# [Task brief]
Only the last stretch of the records is wanted: restate word for word the line with "stroke(dot, '#e7e1db', 2);" and every line after it.

# [Records supplied]
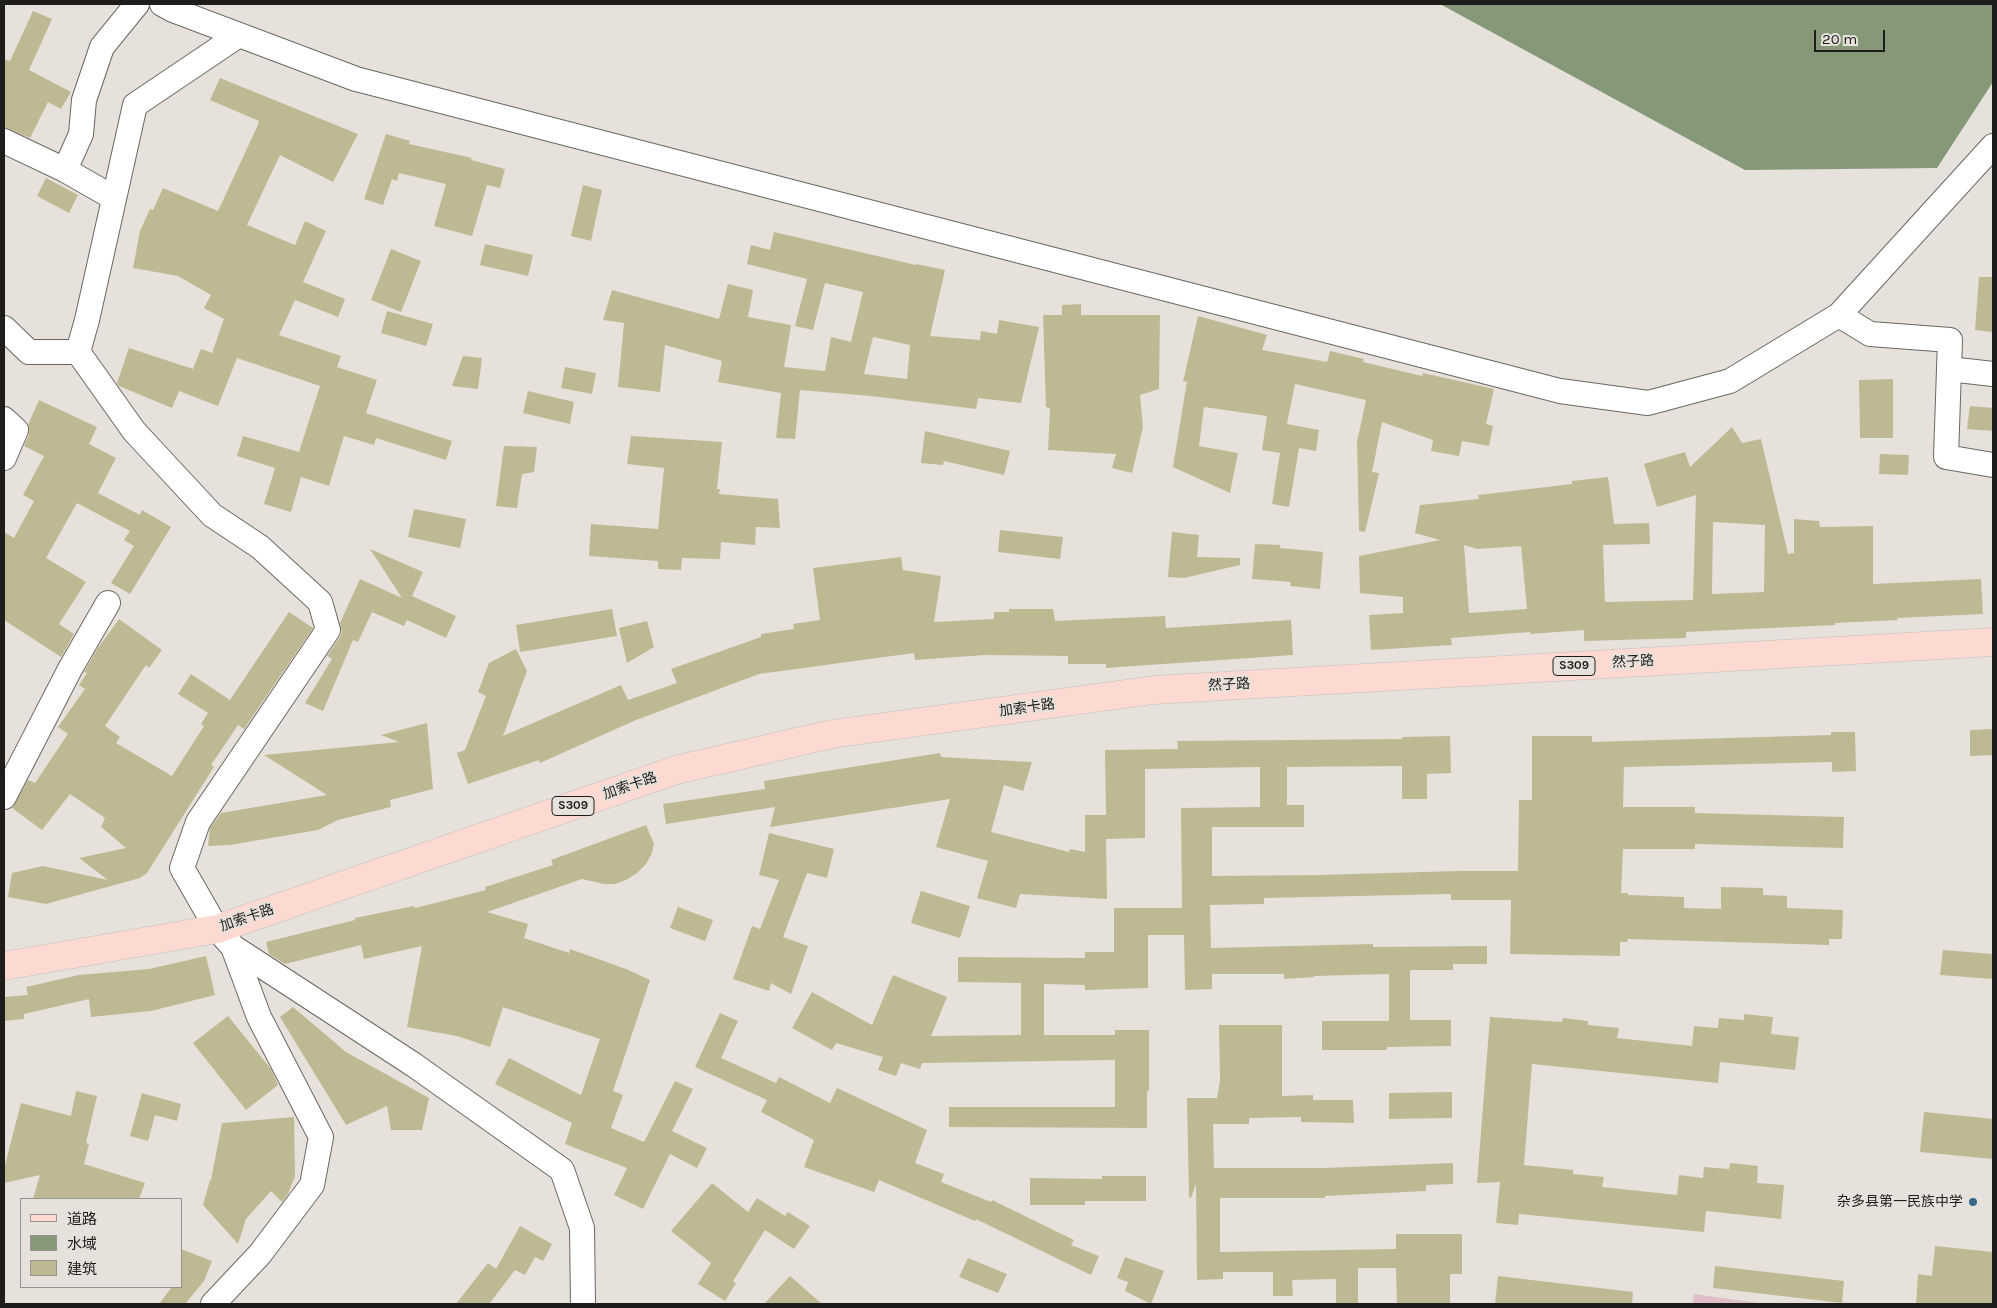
<!DOCTYPE html>
<meta charset="utf-8">
<style>
body{margin:0}
#map{position:relative;width:1997px;height:1308px;overflow:hidden;background:#e7e1db;font-family:Karla,"Noto Sans SC",sans-serif}
canvas{display:block}
.frame{position:absolute;inset:0;border:5px solid #1f1d1b;pointer-events:none}
.legend{position:absolute;left:20px;top:1198px;width:162px;height:90px;box-sizing:border-box;background:#e7e1db;border:1px solid #97938e;margin:0;padding:6px 9px;list-style:none;font-size:15px;color:#1f1d1b}
.legend li{display:flex;align-items:center;gap:10px;height:25px}
.legend b{width:25px;border:1px solid #97938e}
.scale{position:absolute;left:1814px;top:30px;width:71px;height:22px;box-sizing:border-box;border:2px solid #1f1d1b;border-top:0;padding-left:6px;font-size:15px;line-height:18px;white-space:nowrap;color:#1f1d1b;-webkit-text-stroke:4px #e7e1db;paint-order:stroke}
</style>
<div id="map">
<canvas width="1997" height="1308"></canvas>
<div class="frame"></div>
<ul class="legend">
<li><b style="height:6px;background:#fcd9d1"></b>道路</li>
<li><b style="height:14px;background:#859979"></b>水域</li>
<li><b style="height:14px;background:#bfb993"></b>建筑</li>
</ul>
<div class="scale">20 m</div>
</div>
<script>
const g = document.querySelector('canvas').getContext('2d');
g.lineJoin = 'round';
function fillPath(path, color) {
  g.fillStyle = color;
  g.fill(path, 'evenodd');
}
function stroke(path, color, width, dash) {
  g.strokeStyle = color;
  g.lineWidth = width;
  g.lineCap = dash ? 'butt' : 'round';
  g.setLineDash(dash || []);
  g.stroke(path);
}
function drawText(font, color, halo, rows, align = 'center') {
  g.font = font + ' Karla,"Noto Sans SC",sans-serif';
  g.lineWidth = 4;
  g.setLineDash([]);
  g.textBaseline = 'middle';
  g.strokeStyle = halo;
  g.fillStyle = color;
  for (const [text, x, y, turn = 0] of rows) {
    g.save();
    g.translate(x, y);
    g.rotate((+turn || 0) * Math.PI / 180);
    g.textAlign = isNaN(turn) ? turn : align;
    if (halo) g.strokeText(text, 0, 0);
    g.fillText(text, 0, 0);
    g.restore();
  }
}
fillPath(new Path2D(`
 M 1694,1294 L 1766,1304 L 1693,1304 Z`), '#dfbec7');
fillPath(new Path2D(`
 M 1440,4 L 1993,4 L 1993,82 L 1937,168 L 1745,170 Z`), '#859979');
fillPath(new Path2D(`
 M 33,11 L 52,19 L 29,70 L 71,92 L 61,109 L 48,102 L 30,138 L 4,127 L 4,59 L 10,61 Z
 M 220,78 L 358,134 L 333,182 L 280,155 L 247,225 L 295,245 L 305,221 L 326,231 L 303,282 L 345,299 L 338,317 L 295,300 L 279,335 L 341,356 L 337,367 L 377,380 L 366,413 L 452,441 L 446,460 L 376,438 L 374,445 L 344,436 L 329,486 L 301,477 L 291,512 L 264,504 L 275,468 L 237,456 L 243,436 L 299,452 L 320,386 L 237,358 L 218,406 L 179,391 L 172,408 L 119,386 L 117,383 L 129,348 L 193,369 L 201,349 L 212,353 L 224,319 L 204,308 L 211,295 L 178,276 L 133,268 L 140,231 L 150,209 L 153,210 L 163,188 L 218,211 L 257,127 L 259,121 L 210,100 Z
 M 386,134 L 410,141 L 409,144 L 472,158 L 471,160 L 505,169 L 500,188 L 487,185 L 472,236 L 434,226 L 446,184 L 399,173 L 397,181 L 392,179 L 383,205 L 364,199 Z
 M 46,178 L 78,195 L 69,213 L 37,196 Z
 M 583,185 L 602,190 L 591,241 L 571,236 Z
 M 774,232 L 916,265 L 916,264 L 945,270 L 930,336 L 980,340 L 981,331 L 997,334 L 999,320 L 1039,327 L 1021,403 L 978,398 L 976,409 L 871,396 L 800,390 L 795,439 L 776,438 L 781,393 L 718,382 L 722,361 L 665,345 L 660,392 L 618,387 L 624,323 L 603,320 L 612,290 L 719,319 L 728,284 L 753,290 L 748,317 L 791,325 L 784,367 L 825,371 L 831,337 L 851,342 L 863,292 L 825,283 L 813,330 L 795,326 L 807,279 L 747,264 L 751,245 L 770,250 ZM 873,337 L 910,345 L 907,379 L 864,374 Z
 M 485,244 L 533,255 L 528,276 L 480,265 Z
 M 391,249 L 421,261 L 401,312 L 371,300 Z
 M 1979,277 L 1993,277 L 1993,332 L 1975,330 Z
 M 1081,304 L 1081,315 L 1160,315 L 1159,389 L 1140,395 L 1143,427 L 1132,473 L 1112,468 L 1116,454 L 1048,450 L 1050,408 L 1046,407 L 1043,315 L 1062,315 L 1062,305 Z
 M 387,311 L 433,324 L 426,346 L 381,333 Z
 M 1198,316 L 1267,335 L 1262,350 L 1327,362 L 1330,351 L 1364,359 L 1363,362 L 1422,376 L 1423,373 L 1494,389 L 1486,424 L 1493,426 L 1489,446 L 1462,441 L 1459,456 L 1431,451 L 1433,440 L 1382,422 L 1372,472 L 1379,473 L 1365,532 L 1359,531 L 1357,442 L 1366,400 L 1295,384 L 1287,424 L 1319,430 L 1316,451 L 1299,448 L 1289,507 L 1272,504 L 1280,453 L 1262,450 L 1267,416 L 1204,407 L 1199,446 L 1238,453 L 1230,493 L 1173,467 L 1187,381 L 1183,382 Z
 M 463,356 L 482,358 L 478,389 L 452,386 Z
 M 565,367 L 596,373 L 592,394 L 561,388 Z
 M 1893,379 L 1893,438 L 1860,438 L 1859,380 Z
 M 528,391 L 574,402 L 570,424 L 523,413 Z
 M 39,400 L 97,427 L 89,444 L 116,458 L 98,493 L 140,515 L 142,510 L 171,527 L 130,594 L 111,583 L 134,546 L 124,540 L 130,531 L 77,503 L 46,558 L 86,582 L 59,624 L 74,634 L 61,657 L 4,620 L 4,532 L 14,538 L 34,501 L 23,495 L 44,456 L 24,446 L 29,435 L 28,425 Z
 M 1970,406 L 1993,408 L 1993,431 L 1967,429 Z
 M 1732,427 L 1742,443 L 1761,439 L 1788,554 L 1794,553 L 1794,519 L 1819,521 L 1820,527 L 1873,526 L 1873,584 L 1981,579 L 1983,614 L 1897,618 L 1898,620 L 1835,623 L 1835,625 L 1686,632 L 1686,638 L 1584,641 L 1584,630 L 1530,634 L 1530,632 L 1451,638 L 1452,645 L 1371,650 L 1369,615 L 1403,613 L 1403,597 L 1360,593 L 1359,556 L 1440,540 L 1415,533 L 1420,505 L 1479,499 L 1478,495 L 1572,484 L 1572,481 L 1608,477 L 1614,524 L 1649,523 L 1650,544 L 1603,545 L 1605,602 L 1693,600 L 1696,495 L 1657,507 L 1644,464 L 1685,452 L 1690,467 ZM 1713,522 L 1765,525 L 1764,592 L 1712,594 ZM 1464,545 L 1477,549 L 1521,546 L 1527,609 L 1469,613 Z
 M 925,431 L 1010,451 L 1004,475 L 944,461 L 943,465 L 921,463 Z
 M 631,436 L 722,442 L 717,489 L 720,489 L 719,494 L 778,499 L 780,528 L 756,527 L 755,545 L 721,542 L 720,559 L 682,558 L 681,570 L 658,569 L 658,561 L 589,556 L 591,524 L 658,529 L 664,468 L 627,464 Z
 M 504,446 L 537,447 L 534,472 L 522,474 L 517,508 L 496,506 Z
 M 1880,454 L 1909,455 L 1908,475 L 1879,474 Z
 M 414,509 L 466,519 L 460,548 L 408,537 Z
 M 1000,530 L 1063,537 L 1060,559 L 998,552 Z
 M 1172,532 L 1199,535 L 1197,557 L 1240,558 L 1240,565 L 1184,578 L 1168,577 Z
 M 1255,544 L 1280,545 L 1280,548 L 1323,552 L 1320,589 L 1290,586 L 1291,582 L 1252,579 Z
 M 370,549 L 423,572 L 412,596 L 456,616 L 446,638 L 407,620 L 404,626 L 372,612 L 358,642 L 353,640 L 323,711 L 305,703 L 332,659 L 327,656 L 340,637 L 342,632 L 340,623 L 360,579 L 402,598 Z
 M 901,557 L 903,570 L 941,576 L 934,622 L 994,619 L 994,612 L 1009,612 L 1009,609 L 1053,609 L 1055,621 L 1165,616 L 1166,628 L 1291,620 L 1293,655 L 1106,668 L 1106,664 L 1068,664 L 1068,656 L 985,655 L 915,660 L 914,653 L 759,674 L 636,720 L 540,763 L 539,760 L 468,784 L 457,753 L 465,750 L 486,696 L 478,692 L 489,663 L 516,649 L 527,671 L 503,736 L 621,685 L 628,700 L 677,683 L 671,669 L 761,637 L 761,634 L 794,629 L 793,624 L 820,620 L 813,568 Z
 M 612,609 L 617,636 L 520,652 L 516,625 Z
 M 289,612 L 313,628 L 244,729 L 238,725 L 211,765 L 214,767 L 147,873 L 140,878 L 46,904 L 8,897 L 12,873 L 43,866 L 108,880 L 79,858 L 126,848 L 101,827 L 105,818 L 70,794 L 42,830 L 12,808 L 28,780 L 35,783 L 68,734 L 58,727 L 85,689 L 79,685 L 87,673 L 84,672 L 98,648 L 119,619 L 162,650 L 149,668 L 146,665 L 105,726 L 120,737 L 116,743 L 172,776 L 204,726 L 201,724 L 208,713 L 178,694 L 191,674 L 230,700 Z
 M 647,621 L 654,647 L 627,663 L 619,628 Z
 M 427,723 L 433,789 L 390,800 L 391,807 L 338,820 L 318,830 L 230,845 L 208,846 L 210,828 L 221,813 L 327,795 L 264,755 L 399,742 L 381,735 Z
 M 1993,729 L 1993,755 L 1970,756 L 1970,730 Z
 M 1831,732 L 1855,732 L 1856,771 L 1832,772 L 1832,762 L 1624,767 L 1623,807 L 1695,807 L 1695,813 L 1844,817 L 1843,848 L 1695,844 L 1695,849 L 1623,849 L 1621,893 L 1628,893 L 1628,895 L 1684,897 L 1684,908 L 1721,909 L 1721,887 L 1763,888 L 1763,895 L 1787,896 L 1787,908 L 1843,910 L 1842,939 L 1829,939 L 1829,945 L 1628,939 L 1627,942 L 1620,942 L 1620,956 L 1510,954 L 1511,900 L 1451,900 L 1451,894 L 1264,898 L 1264,904 L 1210,905 L 1211,948 L 1373,944 L 1373,947 L 1487,946 L 1487,964 L 1453,964 L 1453,970 L 1410,970 L 1410,1020 L 1451,1020 L 1451,1046 L 1387,1047 L 1387,1050 L 1322,1050 L 1322,1021 L 1389,1021 L 1389,974 L 1314,976 L 1314,977 L 1284,979 L 1284,974 L 1212,974 L 1212,989 L 1185,990 L 1184,935 L 1148,935 L 1148,988 L 1085,990 L 1085,985 L 1044,984 L 1044,1035 L 1115,1035 L 1115,1030 L 1149,1030 L 1149,1091 L 1147,1091 L 1147,1128 L 949,1127 L 949,1107 L 1115,1107 L 1115,1060 L 922,1063 L 920,1069 L 901,1063 L 896,1076 L 878,1070 L 883,1057 L 836,1043 L 832,1050 L 792,1028 L 812,992 L 872,1025 L 893,975 L 947,997 L 931,1036 L 1021,1035 L 1021,983 L 958,982 L 958,957 L 1085,958 L 1085,952 L 1114,952 L 1114,908 L 1182,908 L 1181,808 L 1260,807 L 1260,767 L 1145,769 L 1145,838 L 1106,839 L 1107,899 L 1020,894 L 1016,908 L 977,898 L 988,861 L 936,847 L 950,799 L 770,827 L 775,807 L 666,824 L 663,804 L 765,789 L 764,781 L 940,753 L 941,757 L 1032,762 L 1023,791 L 1004,785 L 991,832 L 1069,852 L 1070,849 L 1085,852 L 1085,815 L 1106,815 L 1105,750 L 1178,749 L 1177,741 L 1402,739 L 1402,737 L 1450,736 L 1451,773 L 1427,774 L 1427,799 L 1402,799 L 1402,766 L 1287,767 L 1287,805 L 1304,805 L 1304,827 L 1212,827 L 1212,876 L 1319,875 L 1457,871 L 1518,871 L 1519,800 L 1532,800 L 1532,736 L 1592,736 L 1592,742 L 1831,735 Z
 M 646,825 L 654,844 L 652,853 L 646,864 L 637,873 L 626,880 L 615,884 L 604,884 L 582,879 L 487,912 L 528,924 L 524,938 L 569,953 L 570,949 L 626,969 L 650,980 L 613,1091 L 623,1095 L 611,1128 L 644,1142 L 675,1081 L 693,1089 L 672,1131 L 707,1148 L 697,1168 L 670,1154 L 643,1209 L 614,1195 L 627,1168 L 565,1144 L 572,1123 L 495,1084 L 509,1058 L 581,1095 L 600,1039 L 503,1007 L 490,1047 L 457,1036 L 407,1027 L 422,946 L 364,959 L 361,945 L 285,964 L 269,954 L 266,942 L 355,920 L 355,918 L 414,906 L 415,908 L 486,890 L 485,887 L 553,865 L 551,860 Z
 M 769,833 L 834,849 L 827,878 L 807,873 L 783,937 L 808,946 L 791,994 L 771,983 L 769,991 L 733,979 L 752,926 L 760,929 L 779,880 L 759,875 Z
 M 921,891 L 970,906 L 960,938 L 911,923 Z
 M 678,907 L 713,920 L 705,941 L 670,928 Z
 M 1943,950 L 1993,954 L 1993,979 L 1940,975 Z
 M 206,956 L 215,995 L 151,1011 L 91,1017 L 89,999 L 24,1014 L 24,1019 L 4,1021 L 4,997 L 28,995 L 26,987 L 79,975 L 149,969 Z
 M 293,1007 L 346,1052 L 429,1098 L 422,1130 L 391,1130 L 387,1106 L 346,1125 L 280,1017 Z
 M 720,1013 L 738,1021 L 721,1058 L 776,1083 L 779,1077 L 830,1103 L 837,1088 L 927,1130 L 915,1163 L 944,1174 L 941,1182 L 991,1202 L 992,1200 L 1074,1240 L 1071,1245 L 1099,1256 L 1091,1275 L 976,1219 L 975,1221 L 879,1180 L 874,1192 L 804,1167 L 814,1140 L 761,1112 L 767,1100 L 695,1067 Z
 M 1744,1014 L 1773,1017 L 1771,1034 L 1799,1037 L 1795,1070 L 1720,1062 L 1718,1083 L 1532,1064 L 1524,1165 L 1573,1170 L 1573,1174 L 1604,1177 L 1602,1187 L 1677,1195 L 1679,1175 L 1703,1178 L 1704,1167 L 1729,1169 L 1730,1163 L 1758,1166 L 1757,1183 L 1784,1185 L 1781,1219 L 1706,1211 L 1704,1232 L 1519,1214 L 1518,1225 L 1496,1223 L 1500,1182 L 1477,1183 L 1490,1017 L 1562,1022 L 1563,1018 L 1588,1021 L 1588,1025 L 1619,1028 L 1617,1038 L 1692,1046 L 1694,1026 L 1718,1028 L 1719,1018 L 1744,1020 Z
 M 228,1016 L 271,1069 L 278,1085 L 246,1110 L 193,1043 Z
 M 1219,1025 L 1282,1025 L 1282,1096 L 1313,1095 L 1313,1100 L 1353,1100 L 1354,1123 L 1301,1122 L 1301,1117 L 1249,1118 L 1249,1124 L 1213,1124 L 1214,1168 L 1324,1168 L 1453,1163 L 1453,1184 L 1426,1185 L 1426,1191 L 1325,1196 L 1325,1198 L 1220,1198 L 1220,1252 L 1396,1249 L 1396,1234 L 1462,1234 L 1462,1274 L 1450,1274 L 1450,1304 L 1397,1304 L 1396,1268 L 1358,1268 L 1358,1304 L 1336,1304 L 1336,1279 L 1292,1280 L 1293,1296 L 1273,1296 L 1273,1272 L 1223,1272 L 1223,1279 L 1197,1280 L 1196,1184 L 1191,1198 L 1189,1197 L 1187,1098 L 1217,1098 L 1220,1081 Z
 M 76,1091 L 97,1096 L 86,1143 L 89,1144 L 84,1164 L 145,1183 L 139,1199 L 33,1199 L 40,1175 L 4,1183 L 4,1169 L 21,1103 L 71,1116 Z
 M 1452,1092 L 1452,1118 L 1389,1119 L 1389,1093 Z
 M 142,1093 L 181,1104 L 177,1121 L 155,1115 L 148,1141 L 130,1136 Z
 M 1924,1112 L 1993,1119 L 1993,1159 L 1920,1152 Z
 M 294,1117 L 295,1176 L 288,1194 L 282,1202 L 271,1191 L 246,1219 L 238,1244 L 203,1205 L 210,1180 L 211,1180 L 222,1123 Z
 M 1102,1176 L 1146,1176 L 1146,1201 L 1085,1201 L 1085,1205 L 1030,1205 L 1030,1178 L 1102,1179 Z
 M 712,1183 L 748,1212 L 757,1198 L 785,1216 L 788,1212 L 810,1226 L 794,1249 L 765,1230 L 733,1281 L 736,1283 L 725,1301 L 698,1284 L 711,1263 L 671,1231 Z
 M 520,1226 L 552,1244 L 543,1261 L 535,1257 L 525,1275 L 515,1270 L 489,1304 L 456,1304 L 488,1263 L 496,1269 Z
 M 1935,1246 L 1993,1252 L 1993,1304 L 1916,1304 L 1918,1274 L 1932,1276 Z
 M 181,1249 L 212,1261 L 204,1281 L 185,1304 L 159,1304 L 172,1287 L 181,1287 Z
 M 1125,1257 L 1164,1271 L 1151,1304 L 1125,1291 L 1128,1282 L 1117,1278 Z
 M 968,1258 L 1007,1274 L 998,1293 L 959,1277 Z
 M 1715,1266 L 1844,1281 L 1842,1303 L 1713,1288 Z
 M 790,1276 L 822,1304 L 764,1304 Z
 M 1498,1276 L 1633,1292 L 1632,1304 L 1495,1304 Z`), '#bfb993');
const minor = new Path2D(`
 M 162,4 L 173,10 L 356,79 L 1560,391 L 1648,403 L 1730,381 L 1839,315 L 1993,146
 M 239,35 L 135,105 L 87,320 L 78,352 L 134,431 L 212,515 L 260,547 L 320,602 L 328,630 L 198,822 L 182,868 L 217,929 L 233,947 L 414,1065 L 562,1170 L 582,1228 L 583,1304
 M 4,141 L 65,170 L 114,198
 M 65,170 L 81,134 L 84,100 L 102,47 L 137,4
 M 1839,315 L 1870,334 L 1950,340 L 1946,457 L 1993,465
 M 4,328 L 29,352 L 78,352
 M 1949,369 L 1993,374
 M 4,419 L 16,430 L 4,458
 M 4,797 L 70,669 L 108,603
 M 213,1304 L 260,1254 L 312,1185 L 321,1137 L 259,1017 L 233,947`);
const major = new Path2D(`
 M 4,966 L 217,929 L 676,770 L 832,734 L 1154,690 L 1993,642`);
stroke(minor, '#6c6762', 26);
stroke(major, '#c0c0bf', 29);
stroke(minor, '#fff', 24);
stroke(major, '#fcd9d1', 28);
for (const [x, y, r, color] of [
 [1973,1202,5,"#356885"]
]) {
  const dot = new Path2D();
  dot.arc(x, y, r, 0, 2 * Math.PI);
  g.fillStyle = color;
  g.fill(dot);
  stroke(dot, '#e7e1db', 2);
}
for (const [x, y, w] of [
 [1574,666,42],
 [573,806,42]
]) {
  const box = new Path2D();
  box.roundRect(x - w / 2, y - 9.5, w, 19, 4);
  g.fillStyle = '#e7e1db';
  g.fill(box);
  stroke(box, '#1f1d1b', 1);
}
drawText('bold 12px', '#1f1d1b', null, [
 ["S309",1574,666],
 ["S309",573,806]
]);
drawText('14px', '#1f1d1b', '#e7e1db', [
 ["然子路",1633,662,-3],
 ["然子路",1229,685,-3],
 ["加索卡路",1027,708,-8],
 ["加索卡路",630,786,-19],
 ["加索卡路",247,918,-19]
]);
drawText('14px', '#1f1d1b', '#e7e1db', [
 ["杂多县第一民族中学",1963,1202]
], 'right');
</script>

# [Solved exercise]
  stroke(dot, '#e7e1db', 2);
}
for (const [x, y, w] of [
 [1574,666,42],
 [573,806,42]
]) {
  const box = new Path2D();
  box.roundRect(x - w / 2, y - 9.5, w, 19, 4);
  g.fillStyle = '#e7e1db';
  g.fill(box);
  stroke(box, '#1f1d1b', 1);
}
drawText('bold 12px', '#1f1d1b', null, [
 ["S309",1574,666],
 ["S309",573,806]
]);
drawText('14px', '#1f1d1b', '#e7e1db', [
 ["然子路",1633,662,-3],
 ["然子路",1229,685,-3],
 ["加索卡路",1027,708,-8],
 ["加索卡路",630,786,-19],
 ["加索卡路",247,918,-19]
]);
drawText('14px', '#1f1d1b', '#e7e1db', [
 ["杂多县第一民族中学",1963,1202]
], 'right');
</script>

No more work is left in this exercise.